[Excerpted records — start]
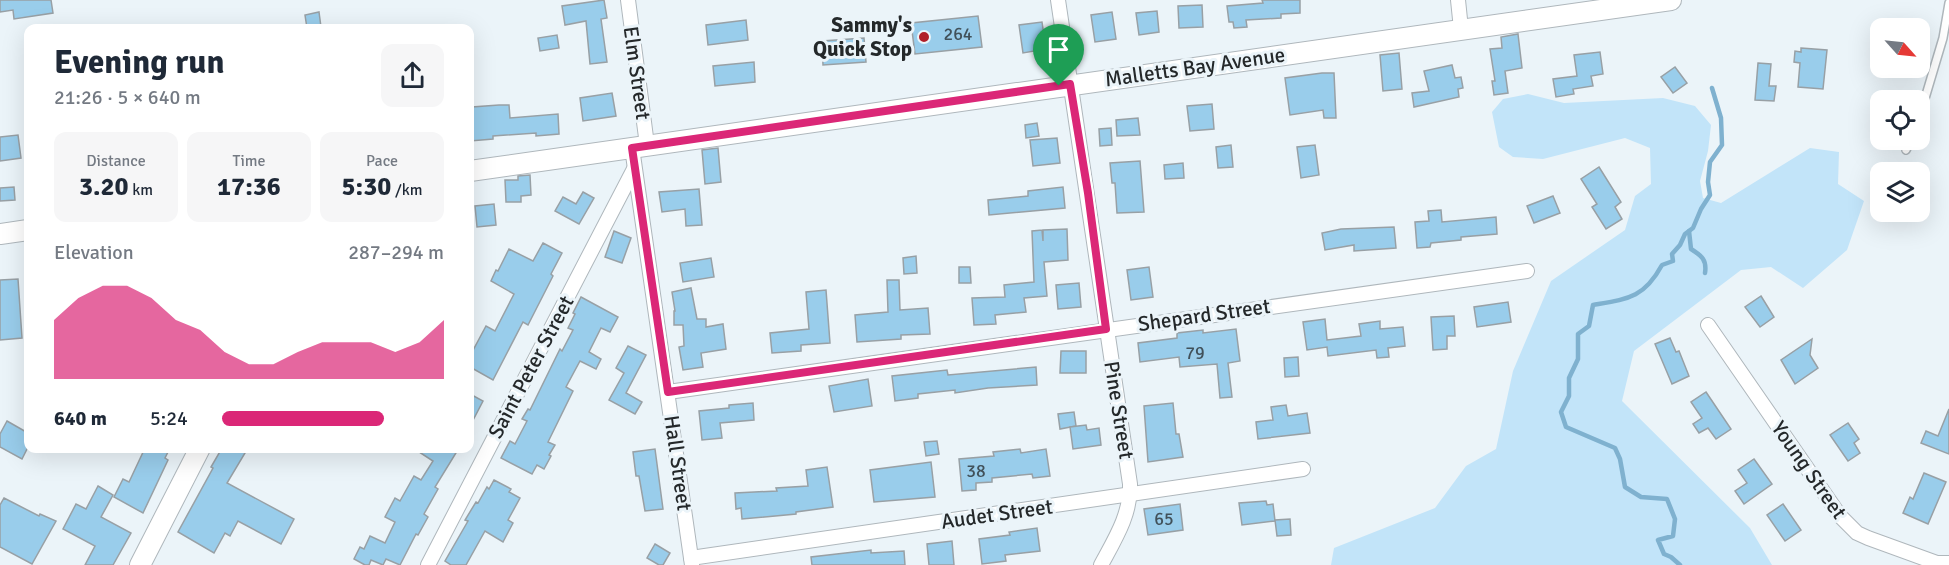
<!DOCTYPE html>
<meta charset="utf-8">
<style>
body{margin:0;font-family:Signika,sans-serif;background:#f6f6f7;color:#1f2937;height:100vh;display:flex;flex-direction:column;font-size:22px;white-space:nowrap}
*{box-sizing:border-box;margin:0}
p{font-size:20px;color:#747a83}
.icon{flex:none;width:33px;height:33px;fill:none;stroke:currentColor;stroke-width:2;stroke-linecap:round;stroke-linejoin:round}
.map{position:relative;flex:1;overflow:hidden}
.side{position:absolute;left:24px;top:24px;width:450px;height:429px;display:flex;flex-direction:column;background:#fff;border-radius:12px;box-shadow:0 6px 24px #0002}
.side>*{flex:none}
.needle{width:39px;rotate:117deg}
.controls{position:absolute;left:1870px;top:18px;display:grid;gap:12px}
.controls a{display:grid;place-items:center;width:60px;height:60px;border-radius:12px;background:#fff;box-shadow:0 6px 24px #0002;font-size:30px}
.pin{position:absolute;display:grid;place-items:center;width:51px;height:51px;color:#fff;margin:-62px -26px;border-radius:50% 50% 50% 0;rotate:-45deg;box-shadow:0 0 6px #0007}
.pin .icon{rotate:45deg}
.round{display:grid;place-items:center;flex:none;width:63px;height:63px;border-radius:12px;background:#f6f6f7}
.head{display:flex;align-items:center;justify-content:space-between;height:102px;padding:0 30px}
h1{font-size:33px;font-weight:700;line-height:45px}
.figures{display:grid;grid-template-columns:repeat(3,1fr);gap:9px;height:102px;padding:6px 30px}
.figures div{display:grid;align-content:center;border-radius:12px;background:#f6f6f7;text-align:center}
.figures b{font-size:26px;font-weight:700}
.figures small{font-size:16px;font-weight:400}
.figures p{font-size:16px}
.chart{height:168px;padding:12px 30px}
.chart p{display:flex;justify-content:space-between}
.chart svg{width:100%;height:108px;margin-top:6px;fill:#db2777;opacity:.7}
ul{padding:0 30px;list-style:none;font-size:20px}
li{display:grid;grid-template-columns:96px 72px 1fr;align-items:center;height:45px}
li i{height:15px;border-radius:8px;background:#db2777}
.map>svg:first-child{display:block}
</style>
<div class="map">
<svg width="1949" height="565" viewBox="0 0 1949 565">
<rect width="100%" height="100%" fill="#ebf4f9"/>
<path fill="#c2e4f9" d="M 1528,94 L 1564,103 L 1663,98 L 1695,106 L 1711,125 L 1708,151 L 1700,181 L 1703,198 L 1721,203 L 1810,148 L 1839,152 L 1838,184 L 1864,201 L 1847,250 L 1803,288 L 1771,267 L 1741,270 L 1634,351 L 1622,401 L 1750,528 L 1772,565 L 1331,565 L 1334,548 L 1435,508 L 1466,466 L 1496,449 L 1513,371 L 1551,281 L 1625,230 L 1635,196 L 1651,184 L 1650,148 L 1625,138 L 1543,159 L 1513,157 L 1499,147 L 1492,112 L 1503,99 Z"/>
<g fill="none" stroke-linecap="round" stroke-linejoin="round">
<g stroke="#7fb1cf" stroke-width="4.5">
<path d="M 1689,231 L 1691,249 C 1702,256 1707,260 1705,273"/>
<path d="M 1680,565 L 1671,557 L 1664,554 L 1658,540 L 1673,536 L 1675,519 L 1667,499 L 1641,497 L 1625,487 L 1620,459 L 1615,448 L 1566,427 L 1561,412 L 1569,396 L 1569,378 L 1578,359 L 1578,334 L 1589,326 L 1593,305 C 1628,299 1644,298 1662,265 L 1673,261 L 1672,254 L 1680,245 L 1685,234 L 1693,228 L 1701,209 L 1710,195 L 1708,182 L 1710,162 L 1722,145 L 1721,118 L 1712,88"/>
</g>
</g>
<g fill="#99cdeb" stroke="#98a0a5" stroke-width="1.5">
<path d="M 0,0 L 51,0 L 53,13 L 14,19 L 13,10 L 0,12 Z"/>
<path d="M 604,0 L 607,18 L 601,19 L 607,62 L 590,64 L 586,21 L 565,25 L 562,6 Z"/>
<path d="M 1262,0 L 1300,0 L 1300,13 L 1281,14 L 1281,18 L 1246,20 L 1247,27 L 1234,28 L 1233,22 L 1229,22 L 1227,6 L 1263,3 Z"/>
<path d="M 1202,5 L 1203,27 L 1179,28 L 1178,6 Z"/>
<path d="M 1157,11 L 1159,32 L 1139,35 L 1136,13 Z"/>
<path d="M 319,12 L 321,27 L 307,28 L 305,15 Z"/>
<path d="M 1112,12 L 1116,39 L 1095,42 L 1091,15 Z"/>
<path d="M 978,16 L 982,47 L 915,54 L 911,23 Z"/>
<path d="M 746,20 L 748,40 L 708,45 L 706,25 Z"/>
<path d="M 1042,22 L 1046,49 L 1023,53 L 1019,25 Z"/>
<path d="M 1518,34 L 1522,68 L 1505,71 L 1508,93 L 1494,95 L 1492,81 L 1495,81 L 1490,49 L 1502,48 L 1501,37 Z"/>
<path d="M 557,35 L 559,48 L 540,51 L 538,38 Z"/>
<path d="M 864,38 L 866,62 L 823,65 L 822,41 Z"/>
<path d="M 1801,48 L 1827,50 L 1823,89 L 1798,87 L 1800,63 L 1794,62 L 1795,51 L 1801,52 Z"/>
<path d="M 1600,52 L 1603,74 L 1591,76 L 1593,86 L 1573,89 L 1574,94 L 1556,97 L 1553,79 L 1577,76 L 1574,55 Z"/>
<path d="M 1399,53 L 1402,89 L 1383,91 L 1380,55 Z"/>
<path d="M 754,62 L 755,82 L 715,86 L 713,66 Z"/>
<path d="M 1758,63 L 1771,64 L 1769,86 L 1776,86 L 1774,101 L 1755,100 Z"/>
<path d="M 1452,65 L 1455,78 L 1461,77 L 1463,88 L 1458,89 L 1459,97 L 1414,107 L 1412,93 L 1429,91 L 1424,71 Z"/>
<path d="M 1675,67 L 1687,83 L 1673,93 L 1661,77 Z"/>
<path d="M 1322,73 L 1334,73 L 1336,118 L 1324,118 L 1323,110 L 1290,115 L 1285,78 Z"/>
<path d="M 612,93 L 616,116 L 583,121 L 580,98 Z"/>
<path d="M 1212,104 L 1214,129 L 1190,131 L 1187,106 Z"/>
<path d="M 499,105 L 509,105 L 510,118 L 558,114 L 559,134 L 536,136 L 536,133 L 493,136 L 493,139 L 470,141 L 470,115 L 472,115 L 472,107 Z"/>
<path d="M 1138,118 L 1140,135 L 1117,136 L 1116,120 Z"/>
<path d="M 1037,123 L 1039,136 L 1026,138 L 1025,125 Z"/>
<path d="M 1111,128 L 1112,145 L 1100,146 L 1099,129 Z"/>
<path d="M 18,135 L 21,158 L 0,161 L 0,137 Z"/>
<path d="M 1057,138 L 1060,163 L 1033,166 L 1030,140 Z"/>
<path d="M 1231,145 L 1233,167 L 1218,168 L 1216,147 Z"/>
<path d="M 1315,145 L 1319,175 L 1301,178 L 1297,147 Z"/>
<path d="M 718,148 L 721,182 L 705,184 L 702,150 Z"/>
<path d="M 1140,161 L 1144,212 L 1117,213 L 1115,183 L 1112,183 L 1110,163 Z"/>
<path d="M 1183,163 L 1184,178 L 1165,179 L 1164,165 Z"/>
<path d="M 1599,167 L 1621,202 L 1615,207 L 1622,219 L 1606,229 L 1592,207 L 1597,204 L 1581,179 Z"/>
<path d="M 530,175 L 531,195 L 521,196 L 521,202 L 506,202 L 505,180 L 518,180 L 518,176 Z"/>
<path d="M 14,187 L 15,200 L 0,201 L 0,188 Z"/>
<path d="M 1063,187 L 1065,208 L 989,215 L 988,200 L 1028,196 L 1028,191 Z"/>
<path d="M 699,189 L 702,225 L 686,226 L 685,209 L 662,212 L 659,192 Z"/>
<path d="M 583,192 L 594,198 L 579,224 L 555,211 L 563,197 L 576,204 Z"/>
<path d="M 1553,196 L 1560,213 L 1534,223 L 1527,206 Z"/>
<path d="M 494,204 L 496,225 L 477,227 L 475,206 Z"/>
<path d="M 1441,210 L 1442,222 L 1496,217 L 1497,234 L 1461,237 L 1461,240 L 1431,243 L 1430,247 L 1417,248 L 1415,222 L 1429,221 L 1428,211 Z"/>
<path d="M 1394,227 L 1396,248 L 1354,251 L 1354,245 L 1325,250 L 1322,233 L 1341,229 Z"/>
<path d="M 1067,229 L 1068,260 L 1044,262 L 1047,296 L 1024,298 L 1026,312 L 995,315 L 996,324 L 974,325 L 972,298 L 1005,297 L 1004,285 L 1034,282 L 1032,231 L 1042,230 L 1043,241 L 1043,230 Z"/>
<path d="M 614,231 L 631,238 L 622,263 L 605,257 Z"/>
<path d="M 543,243 L 562,253 L 551,274 L 553,276 L 528,325 L 523,322 L 493,380 L 470,367 L 470,356 L 486,326 L 495,331 L 514,294 L 491,281 L 496,270 L 498,271 L 509,249 L 533,261 Z"/>
<path d="M 916,256 L 917,273 L 904,274 L 903,258 Z"/>
<path d="M 711,258 L 714,277 L 683,282 L 680,263 Z"/>
<path d="M 959,267 L 970,267 L 971,283 L 959,283 Z"/>
<path d="M 1149,267 L 1153,297 L 1131,300 L 1127,270 Z"/>
<path d="M 18,279 L 22,338 L 0,340 L 0,280 Z"/>
<path d="M 887,280 L 899,280 L 900,310 L 928,308 L 930,334 L 901,335 L 901,339 L 857,342 L 855,315 L 888,312 Z"/>
<path d="M 1079,283 L 1081,307 L 1058,309 L 1056,285 Z"/>
<path d="M 691,288 L 697,319 L 706,319 L 706,327 L 723,324 L 726,349 L 701,353 L 703,367 L 683,370 L 679,347 L 684,346 L 683,325 L 674,325 L 674,311 L 675,311 L 672,292 Z"/>
<path d="M 826,290 L 830,343 L 801,345 L 801,351 L 772,353 L 770,333 L 809,329 L 806,292 Z"/>
<path d="M 1761,296 L 1774,317 L 1760,327 L 1745,307 Z"/>
<path d="M 581,297 L 618,317 L 610,332 L 601,328 L 589,352 L 601,359 L 596,369 L 580,361 L 566,387 L 573,391 L 548,442 L 555,445 L 549,455 L 551,456 L 544,469 L 537,465 L 532,474 L 501,458 L 510,441 L 515,444 L 527,421 L 522,419 L 528,409 L 530,410 L 560,349 L 562,351 L 573,330 L 568,328 L 575,314 L 573,313 Z"/>
<path d="M 1508,302 L 1511,322 L 1477,327 L 1474,307 Z"/>
<path d="M 1454,316 L 1455,336 L 1447,336 L 1447,349 L 1433,350 L 1431,317 Z"/>
<path d="M 1325,319 L 1327,340 L 1361,336 L 1359,324 L 1380,321 L 1380,329 L 1403,327 L 1405,346 L 1388,348 L 1389,357 L 1377,358 L 1376,350 L 1328,356 L 1327,347 L 1307,350 L 1303,322 Z"/>
<path d="M 1236,329 L 1240,361 L 1228,363 L 1232,397 L 1220,398 L 1217,364 L 1180,367 L 1179,357 L 1140,362 L 1138,343 L 1177,338 L 1177,333 L 1203,330 L 1203,333 Z"/>
<path d="M 1670,338 L 1676,352 L 1679,351 L 1689,376 L 1672,384 L 1655,344 Z"/>
<path d="M 1812,339 L 1810,355 L 1818,368 L 1795,384 L 1781,360 Z"/>
<path d="M 628,346 L 646,355 L 626,393 L 642,402 L 635,414 L 609,400 L 624,373 L 616,368 Z"/>
<path d="M 1061,351 L 1086,351 L 1086,373 L 1060,373 Z"/>
<path d="M 1298,357 L 1299,376 L 1285,377 L 1284,358 Z"/>
<path d="M 1036,367 L 1037,385 L 988,388 L 955,393 L 955,390 L 918,394 L 918,398 L 895,401 L 892,376 L 947,370 L 948,375 Z"/>
<path d="M 868,379 L 872,406 L 834,412 L 829,386 Z"/>
<path d="M 1706,392 L 1731,429 L 1716,439 L 1708,428 L 1699,433 L 1693,424 L 1702,418 L 1691,402 Z"/>
<path d="M 470,394 L 483,401 L 470,426 Z"/>
<path d="M 753,403 L 754,420 L 720,423 L 722,438 L 702,440 L 699,411 L 729,408 L 729,405 Z"/>
<path d="M 1173,403 L 1176,434 L 1179,434 L 1183,457 L 1148,462 L 1144,406 Z"/>
<path d="M 1286,405 L 1288,416 L 1307,413 L 1310,433 L 1258,439 L 1256,422 L 1273,420 L 1271,407 Z"/>
<path d="M 1949,409 L 1949,454 L 1921,443 L 1926,431 L 1938,436 Z"/>
<path d="M 1074,412 L 1076,426 L 1060,429 L 1058,414 Z"/>
<path d="M 7,421 L 28,433 L 28,447 L 22,459 L 0,447 L 0,434 Z"/>
<path d="M 1848,423 L 1859,439 L 1854,443 L 1860,453 L 1848,461 L 1830,435 Z"/>
<path d="M 1086,425 L 1087,430 L 1099,428 L 1101,445 L 1073,449 L 1070,427 Z"/>
<path d="M 937,441 L 939,454 L 926,456 L 924,442 Z"/>
<path d="M 145,448 L 170,448 L 165,458 L 168,460 L 143,513 L 114,497 L 123,479 L 129,482 Z"/>
<path d="M 222,448 L 248,448 L 227,483 L 294,519 L 281,544 L 238,521 L 230,536 L 225,533 L 214,553 L 178,532 L 213,468 L 211,467 Z"/>
<path d="M 413,448 L 459,448 L 435,487 L 438,489 L 424,514 L 428,517 L 418,535 L 416,534 L 400,565 L 386,559 L 383,565 L 371,560 L 369,565 L 365,565 L 354,559 L 360,547 L 364,549 L 370,536 L 385,543 L 395,522 L 385,517 L 395,498 L 400,501 L 414,476 L 421,480 L 433,461 Z"/>
<path d="M 655,449 L 663,509 L 645,511 L 639,476 L 636,476 L 633,452 Z"/>
<path d="M 1020,449 L 1021,453 L 1046,449 L 1050,476 L 1033,478 L 1032,474 L 992,478 L 992,482 L 976,483 L 976,490 L 962,491 L 959,459 L 994,456 L 993,452 Z"/>
<path d="M 1754,459 L 1772,484 L 1744,504 L 1735,491 L 1747,483 L 1738,470 Z"/>
<path d="M 931,462 L 935,497 L 874,502 L 870,470 Z"/>
<path d="M 827,467 L 833,507 L 796,512 L 796,514 L 742,519 L 741,508 L 736,509 L 735,493 L 777,491 L 776,488 L 808,486 L 806,470 Z"/>
<path d="M 1924,473 L 1946,482 L 1928,524 L 1903,513 L 1910,497 L 1913,499 Z"/>
<path d="M 494,480 L 511,489 L 509,492 L 520,498 L 508,520 L 513,523 L 503,542 L 485,531 L 466,565 L 451,565 L 445,561 L 468,521 L 465,520 L 476,502 L 478,503 L 487,487 L 489,489 Z"/>
<path d="M 98,486 L 113,495 L 101,517 L 131,533 L 113,565 L 85,565 L 95,546 L 63,529 L 76,504 L 86,509 Z"/>
<path d="M 4,498 L 39,516 L 40,514 L 56,521 L 32,564 L 0,547 L 0,505 Z"/>
<path d="M 1266,501 L 1267,505 L 1273,504 L 1275,521 L 1242,525 L 1239,503 Z"/>
<path d="M 1180,504 L 1183,530 L 1148,535 L 1144,509 Z"/>
<path d="M 1783,504 L 1801,530 L 1785,541 L 1767,515 Z"/>
<path d="M 1290,519 L 1291,535 L 1277,536 L 1275,520 Z"/>
<path d="M 1037,528 L 1040,551 L 1005,555 L 1006,561 L 982,564 L 979,539 L 1010,535 L 1009,532 Z"/>
<path d="M 952,541 L 954,565 L 929,565 L 927,544 Z"/>
<path d="M 655,544 L 670,553 L 663,565 L 659,565 L 647,558 Z"/>
<path d="M 871,550 L 871,553 L 904,551 L 905,565 L 812,565 L 811,557 Z"/>
</g>
<g fill="none" stroke-linecap="round" stroke-linejoin="round">
<defs>
<g id="lane">
<path d="M 1920,115 L 1943,38 L 1949,3"/>
<path d="M 1906,150 L 1911,140"/>
</g>
<g id="street">
<path d="M 628,0 L 647,145"/>
<path d="M 1058,0 L 1130,484 C 1131,514 1115,539 1101,565"/>
<path d="M 1458,0 L 1461,29"/>
<path d="M 632,148 L 692,565"/>
<path d="M 1708,325 L 1840,516 L 1857,533 L 1868,538 L 1937,563 L 1949,563"/>
<path d="M 668,392 L 1527,271"/>
<path d="M 691,558 L 1303,469"/>
<path d="M 428,565 L 634,169"/>
</g>
<g id="secondary">
<path d="M 470,171 L 1671,0"/>
<path d="M 0,234 L 28,230"/>
<path d="M 140,565 L 200,448"/>
</g>
</defs>
<use href="#lane" stroke="#afb7bc" stroke-width="10"/>
<use href="#street" stroke="#afb7bc" stroke-width="16"/>
<use href="#secondary" stroke="#afb7bc" stroke-width="22"/>
<use href="#lane" stroke="#fff" stroke-width="7"/>
<use href="#street" stroke="#fff" stroke-width="14"/>
<use href="#secondary" stroke="#fff" stroke-width="20"/>
</g>
<g fill="none" stroke-linecap="round" stroke-linejoin="round">
<defs>
<path id="route" d="M 1070,84 L 1088,193 L 1106,329 L 668,392 L 632,148 Z"/>
</defs>
<use href="#route" stroke="#fff" stroke-width="12"/>
<use href="#route" stroke="#db2777" stroke-width="8"/>
</g>
<circle fill="#b01e27" stroke="#ebf4f9" stroke-width="2" cx="924" cy="37" r="6"/>
<g text-anchor="middle" stroke-width="6" stroke-linejoin="round" paint-order="stroke">
<g font-size="18" fill="#41515a">
<text x="958" y="40">264</text>
<text x="1195" y="359">79</text>
<text x="976" y="477">38</text>
<text x="1164" y="525">65</text>
</g>
<g font-size="21" font-weight="bold" fill="#24282a" stroke="#ebf4f9" text-anchor="end">
<text x="912" y="32">Sammy's<tspan x="912" dy="24">Quick Stop</tspan></text>
</g>
<g font-size="21" fill="#24282a" stroke="#ebf4f9">
<text transform="translate(1195 67) rotate(-8)" y="7">Malletts Bay Avenue</text>
<text transform="translate(637 73) rotate(82)" y="7">Elm Street</text>
<text transform="translate(1204 315) rotate(-8)" y="7">Shepard Street</text>
<text transform="translate(531 367) rotate(-62)" y="7">Saint Peter Street</text>
<text transform="translate(1119 410) rotate(81)" y="7">Pine Street</text>
<text transform="translate(678 463) rotate(82)" y="7">Hall Street</text>
<text transform="translate(1809 470) rotate(55)" y="7">Young Street</text>
<text transform="translate(997 514) rotate(-8)" y="7">Audet Street</text>
</g>
</g>
</svg>
<div class="controls">
<a><svg class="needle" viewBox="-14 -14 28 28"><path d="M0-13l5 13h-10z" fill="#e53935"/><path d="M0 13l5-13h-10z" fill="#747a83"/></svg></a>
<a><svg class="icon" aria-label="locate" viewBox="0 0 24 24"><circle cx="12" cy="12" r="6"/><path d="M12 2v4M12 18v4M2 12h4M18 12h4"/></svg></a>
<a><svg class="icon" aria-label="layers" viewBox="0 0 24 24"><path d="M12 4l9 5-9 5-9-5zM3 14l9 5 9-5"/></svg></a>
</div>
<div class="pin" style="left:1059px;top:86px;background:#1e9e55"><svg class="icon" aria-label="arrive" viewBox="0 0 24 24"><path d="M6 21V4h12l-3 4 3 4H6"/></svg></div>
<section class="side">
<div class="head"><div><h1>Evening run</h1><p>21:26 · 5 × 640 m</p></div><a class="round"><svg class="icon" aria-label="share" viewBox="0 0 24 24"><path d="M12 15V3M7 8l5-5 5 5M5 13v7h14v-7"/></svg></a></div>
<div class="figures">
<div><p>Distance</p><b>3.20<small> km</small></b></div>
<div><p>Time</p><b>17:36</b></div>
<div><p>Pace</p><b>5:30<small> /km</small></b></div>
</div>
<div class="chart"><p><span>Elevation</span>287–294 m</p>
<svg viewBox="0 0 160 44" preserveAspectRatio="none"><path d="M0 44V20L10 11L20 6L30 6L40 11L50 20L60 24L70 33L80 38L90 38L100 33L110 29L120 29L130 29L140 33L150 29L160 20V44z"/></svg>
</div>
<ul>
<li><b>640 m</b>5:24<i style="width:73%"></i></li>
</ul>
</section>
</div>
[Excerpted records — finish]
• [Your task]: Tally the lines above that hold "head" and write the result as a lone number.

• [Answer to this task]: 2